Posted to issues@trafodion.apache.org by "Weishiun Tsai (JIRA)" <ji...@apache.org> on 2016/03/11 19:24:38 UTC

[jira] [Created] (TRAFODION-1889) Unique constraints converted from HIVE SORTED BY causes query to return wrong results

Weishiun Tsai created TRAFODION-1889:
----------------------------------------

             Summary: Unique constraints converted from HIVE SORTED BY causes query to return wrong results
                 Key: TRAFODION-1889
                 URL: https://issues.apache.org/jira/browse/TRAFODION-1889
             Project: Apache Trafodion
          Issue Type: Bug
          Components: sql-cmp
    Affects Versions: 2.0-incubating
            Reporter: Weishiun Tsai


When a hive table is defined with the SORTED BY option, the SORTED BY option is currently converted to key columns and a unique constraint is generated for these columns.  This causes a Trafodion query on these hive tables to return wrong results.   The suggestion is to suppress unique constraints for hive tables.

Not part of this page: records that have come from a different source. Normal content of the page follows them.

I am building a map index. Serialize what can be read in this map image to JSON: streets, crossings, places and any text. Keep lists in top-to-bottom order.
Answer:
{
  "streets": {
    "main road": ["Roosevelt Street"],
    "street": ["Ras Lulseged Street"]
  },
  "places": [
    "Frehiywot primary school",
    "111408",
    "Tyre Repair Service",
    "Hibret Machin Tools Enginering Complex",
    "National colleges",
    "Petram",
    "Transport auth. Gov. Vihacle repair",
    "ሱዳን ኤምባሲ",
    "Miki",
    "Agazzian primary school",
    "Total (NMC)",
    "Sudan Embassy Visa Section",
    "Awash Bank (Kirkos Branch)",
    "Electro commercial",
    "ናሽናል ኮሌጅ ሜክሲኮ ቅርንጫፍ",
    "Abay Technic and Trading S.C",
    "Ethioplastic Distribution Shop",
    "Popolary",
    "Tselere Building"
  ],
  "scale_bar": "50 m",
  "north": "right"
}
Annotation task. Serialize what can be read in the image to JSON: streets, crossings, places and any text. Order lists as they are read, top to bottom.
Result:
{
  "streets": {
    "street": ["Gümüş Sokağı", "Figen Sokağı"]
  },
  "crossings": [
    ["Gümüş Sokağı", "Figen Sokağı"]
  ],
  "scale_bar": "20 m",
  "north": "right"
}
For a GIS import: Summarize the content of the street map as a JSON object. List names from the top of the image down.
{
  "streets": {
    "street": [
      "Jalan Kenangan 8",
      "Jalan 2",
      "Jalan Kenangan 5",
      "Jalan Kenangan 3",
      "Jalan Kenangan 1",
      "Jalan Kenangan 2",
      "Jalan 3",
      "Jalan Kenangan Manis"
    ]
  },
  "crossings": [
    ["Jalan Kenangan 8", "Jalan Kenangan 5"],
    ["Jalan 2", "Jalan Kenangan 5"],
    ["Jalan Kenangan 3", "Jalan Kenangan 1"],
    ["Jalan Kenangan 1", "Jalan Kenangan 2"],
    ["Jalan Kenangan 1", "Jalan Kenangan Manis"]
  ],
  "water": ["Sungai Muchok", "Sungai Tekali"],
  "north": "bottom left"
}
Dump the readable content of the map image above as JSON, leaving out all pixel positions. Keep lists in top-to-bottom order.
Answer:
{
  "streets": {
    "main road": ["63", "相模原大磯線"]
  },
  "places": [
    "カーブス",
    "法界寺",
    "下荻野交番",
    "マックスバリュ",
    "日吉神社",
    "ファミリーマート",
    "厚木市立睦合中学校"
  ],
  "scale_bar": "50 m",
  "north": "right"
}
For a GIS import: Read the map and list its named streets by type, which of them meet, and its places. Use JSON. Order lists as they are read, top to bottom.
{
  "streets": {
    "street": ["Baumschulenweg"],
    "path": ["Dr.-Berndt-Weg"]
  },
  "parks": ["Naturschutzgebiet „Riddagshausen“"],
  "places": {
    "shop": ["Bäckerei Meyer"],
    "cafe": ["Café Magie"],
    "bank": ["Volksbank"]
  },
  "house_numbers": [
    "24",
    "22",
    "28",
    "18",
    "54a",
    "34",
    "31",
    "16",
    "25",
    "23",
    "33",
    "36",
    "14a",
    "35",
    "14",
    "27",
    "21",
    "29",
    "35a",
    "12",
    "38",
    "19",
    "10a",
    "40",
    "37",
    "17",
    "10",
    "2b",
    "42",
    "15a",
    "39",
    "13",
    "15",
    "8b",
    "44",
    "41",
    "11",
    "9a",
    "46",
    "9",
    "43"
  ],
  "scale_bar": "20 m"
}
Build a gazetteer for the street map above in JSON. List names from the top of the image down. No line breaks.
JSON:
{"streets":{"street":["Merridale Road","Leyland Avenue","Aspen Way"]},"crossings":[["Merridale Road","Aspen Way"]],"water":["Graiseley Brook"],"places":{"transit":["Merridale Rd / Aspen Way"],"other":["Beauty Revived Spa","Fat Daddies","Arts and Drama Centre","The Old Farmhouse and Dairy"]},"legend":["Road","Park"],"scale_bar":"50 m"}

Here is some initial analysis and a small test case to see the problem:

The issue is that we define a "key" on Hive tables when they use the SORTED BY clause. The LINEITEM table in this case has such a SORTED BY clause. We create a uniqueness constraint for the key of a Hive table, and that will later cause a groupby to be eliminated when it shouldn't.

 Here is a simple test case (create the table in Hive, do the select in Trafodion):

 -- Hive:

create table lineitem1(L_ORDERKEY int, L_PARTKEY int, L_SUPPKEY int, L_QUANTITY string,
                        L_EXTENDEDPRICE string, L_DISCOUNT string, L_TAX string, L_RETURNFLAG string,
                        L_LINESTATUS string, L_SHIPDATE string, L_COMMITDATE string, L_RECEIPTDATE string,
                        L_SHIPINSTRUCT string, L_SHIPMODE string, L_COMMENT string)
 partitioned by (L_LINENUMBER int)
 clustered by (L_ORDERKEY) sorted by (L_ORDERKEY) into 4 buckets
 row format delimited fields terminated by '|';

 -- sqlci:
 explain options 'f' select distinct l_orderkey from hive.hive.lineitem1;




--
This message was sent by Atlassian JIRA
(v6.3.4#6332)